THE PROBLEM: Return the records word for word. Pictures do not belong in the copy.

___ EXERCISE MATERIAL

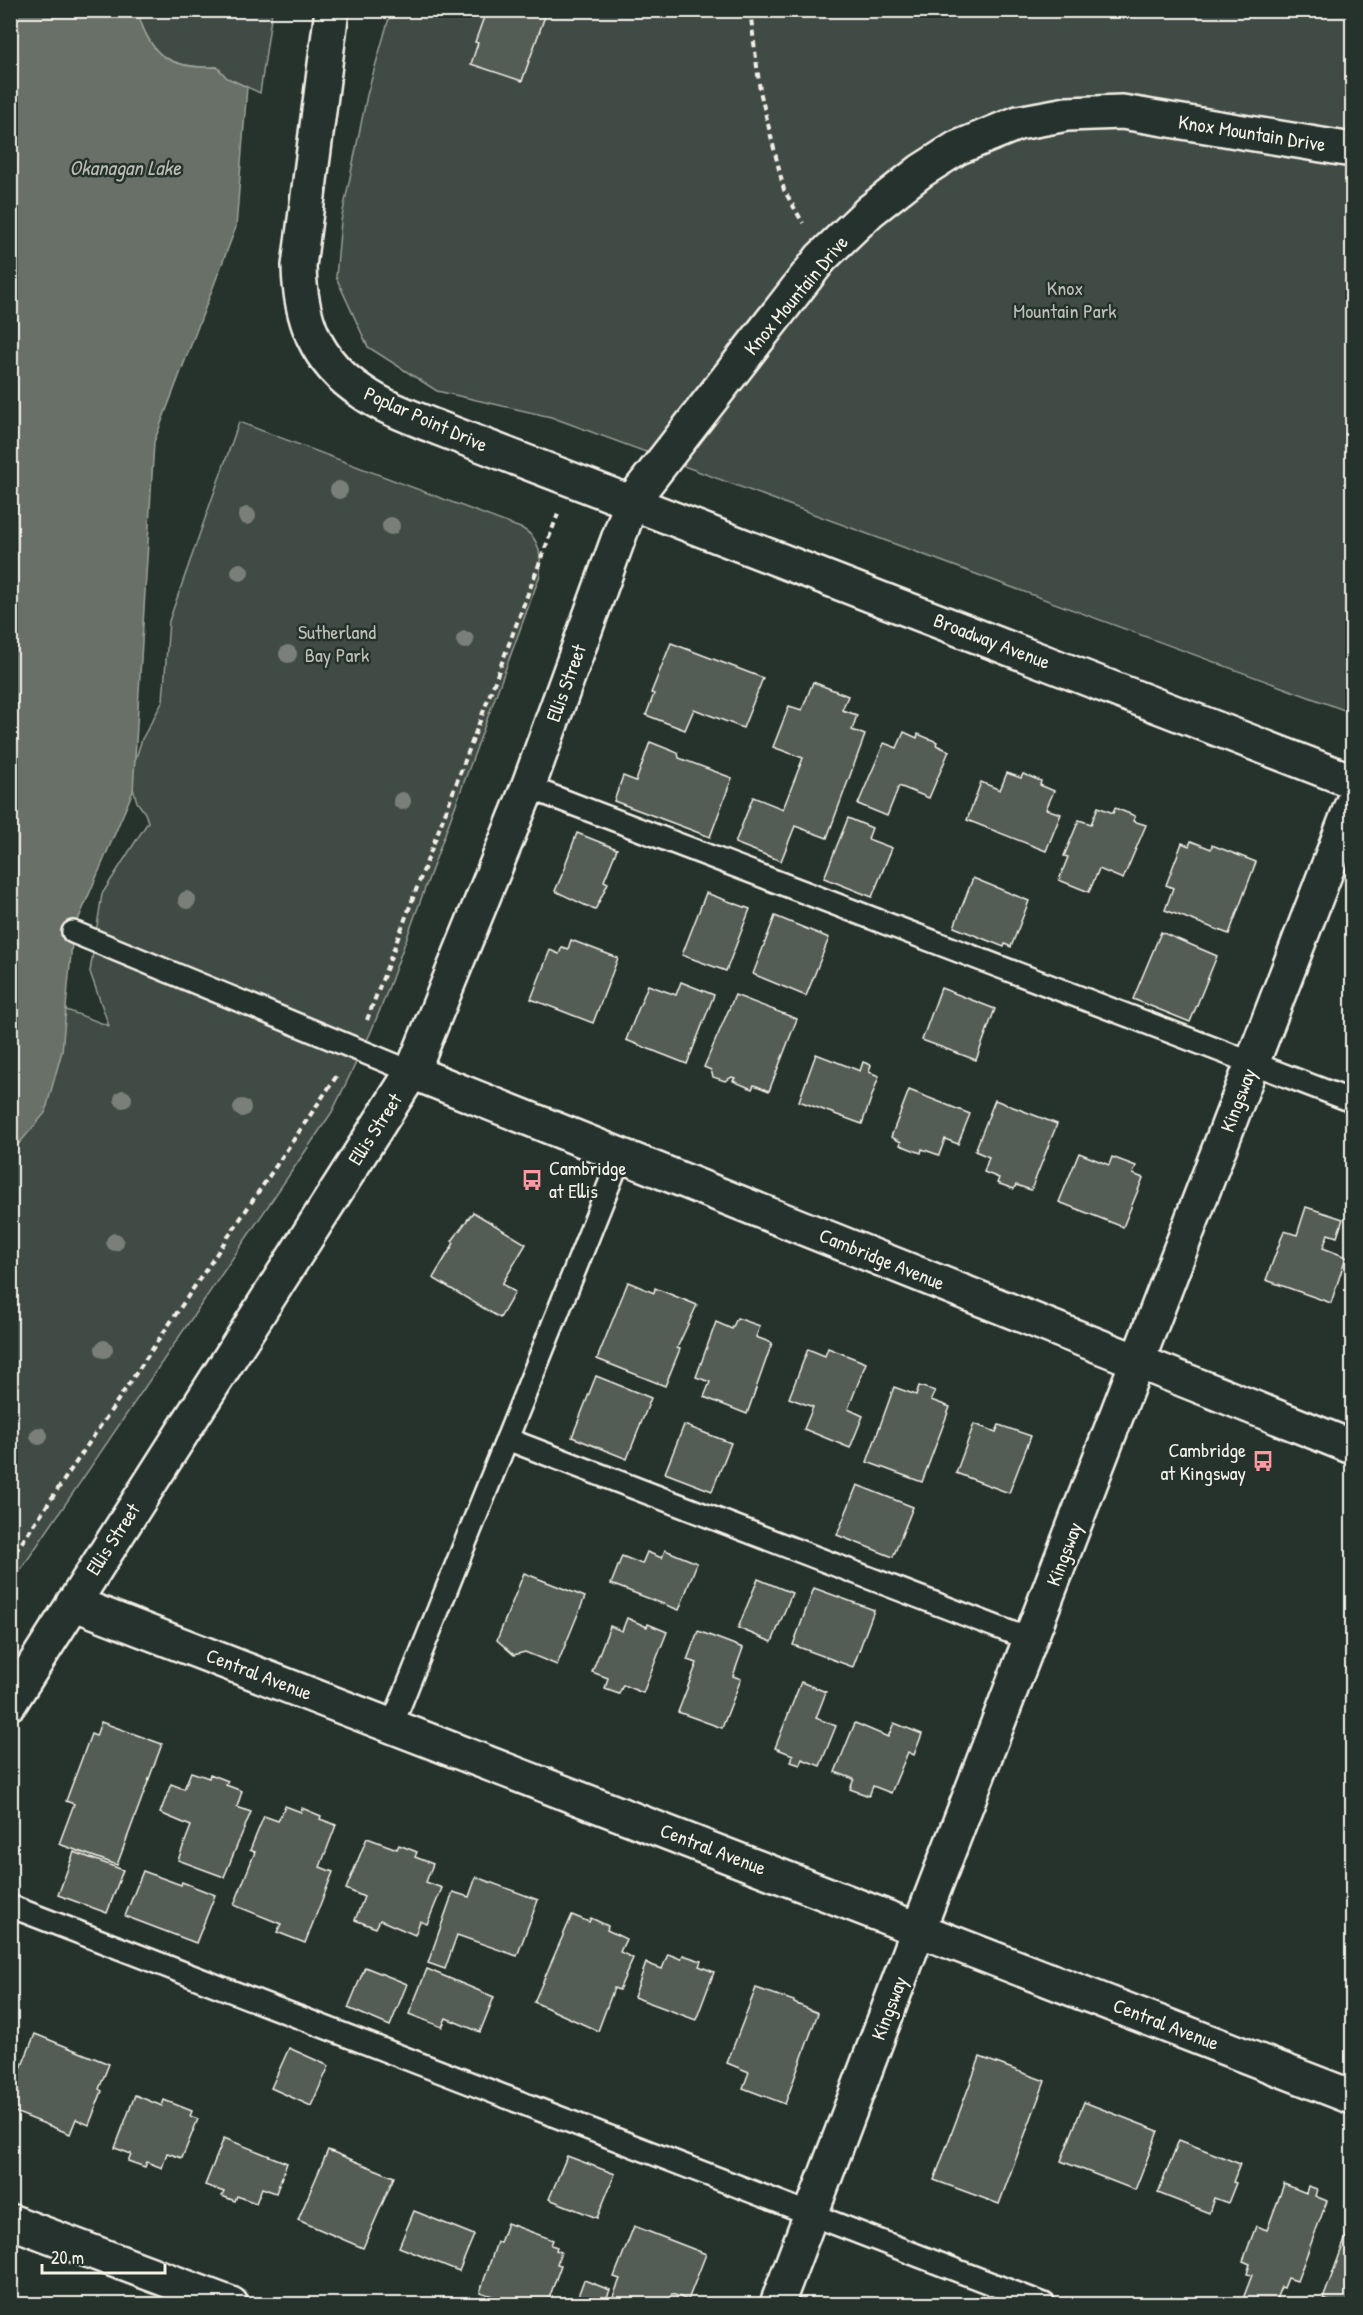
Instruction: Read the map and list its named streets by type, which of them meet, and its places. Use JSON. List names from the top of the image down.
{
  "streets": {
    "street": [
      "Knox Mountain Drive",
      "Poplar Point Drive",
      "Broadway Avenue",
      "Ellis Street",
      "Kingsway",
      "Cambridge Avenue",
      "Central Avenue"
    ]
  },
  "crossings": [
    ["Knox Mountain Drive", "Poplar Point Drive"],
    ["Knox Mountain Drive", "Broadway Avenue"],
    ["Knox Mountain Drive", "Ellis Street"],
    ["Poplar Point Drive", "Broadway Avenue"],
    ["Poplar Point Drive", "Ellis Street"],
    ["Broadway Avenue", "Ellis Street"],
    ["Ellis Street", "Cambridge Avenue"],
    ["Ellis Street", "Central Avenue"],
    ["Kingsway", "Cambridge Avenue"],
    ["Kingsway", "Central Avenue"]
  ],
  "water": ["Okanagan Lake"],
  "parks": ["Knox Mountain Park", "Sutherland Bay Park"],
  "places": {
    "bus stop": ["Cambridge at Ellis", "Cambridge at Kingsway"]
  },
  "scale_bar": "20 m"
}
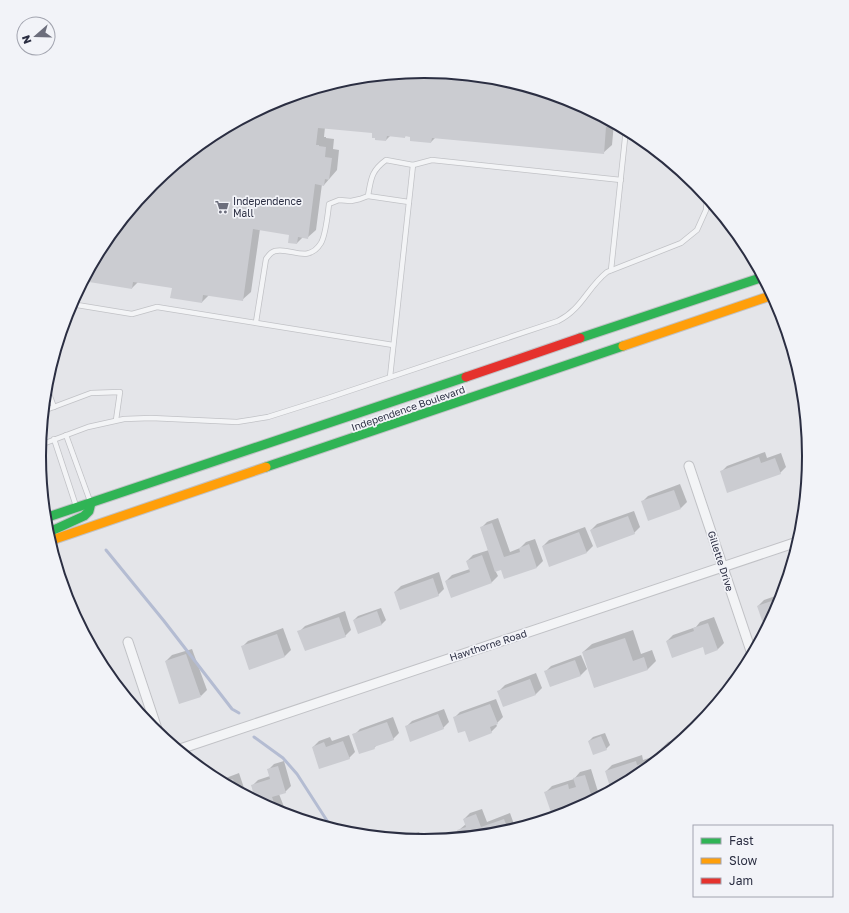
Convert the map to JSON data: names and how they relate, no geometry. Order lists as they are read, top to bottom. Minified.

______

WRITTEN REPLY:
Instruction: Read the map and list its named streets by type, which of them meet, and its places. Use JSON. List names from the top of the image down.
{
  "streets": {
    "street": [
      "Knox Mountain Drive",
      "Poplar Point Drive",
      "Broadway Avenue",
      "Ellis Street",
      "Kingsway",
      "Cambridge Avenue",
      "Central Avenue"
    ]
  },
  "crossings": [
    ["Knox Mountain Drive", "Poplar Point Drive"],
    ["Knox Mountain Drive", "Broadway Avenue"],
    ["Knox Mountain Drive", "Ellis Street"],
    ["Poplar Point Drive", "Broadway Avenue"],
    ["Poplar Point Drive", "Ellis Street"],
    ["Broadway Avenue", "Ellis Street"],
    ["Ellis Street", "Cambridge Avenue"],
    ["Ellis Street", "Central Avenue"],
    ["Kingsway", "Cambridge Avenue"],
    ["Kingsway", "Central Avenue"]
  ],
  "water": ["Okanagan Lake"],
  "parks": ["Knox Mountain Park", "Sutherland Bay Park"],
  "places": {
    "bus stop": ["Cambridge at Ellis", "Cambridge at Kingsway"]
  },
  "scale_bar": "20 m"
}
Convert the map to JSON data: names and how they relate, no geometry. Order lists as they are read, top to bottom. Minified.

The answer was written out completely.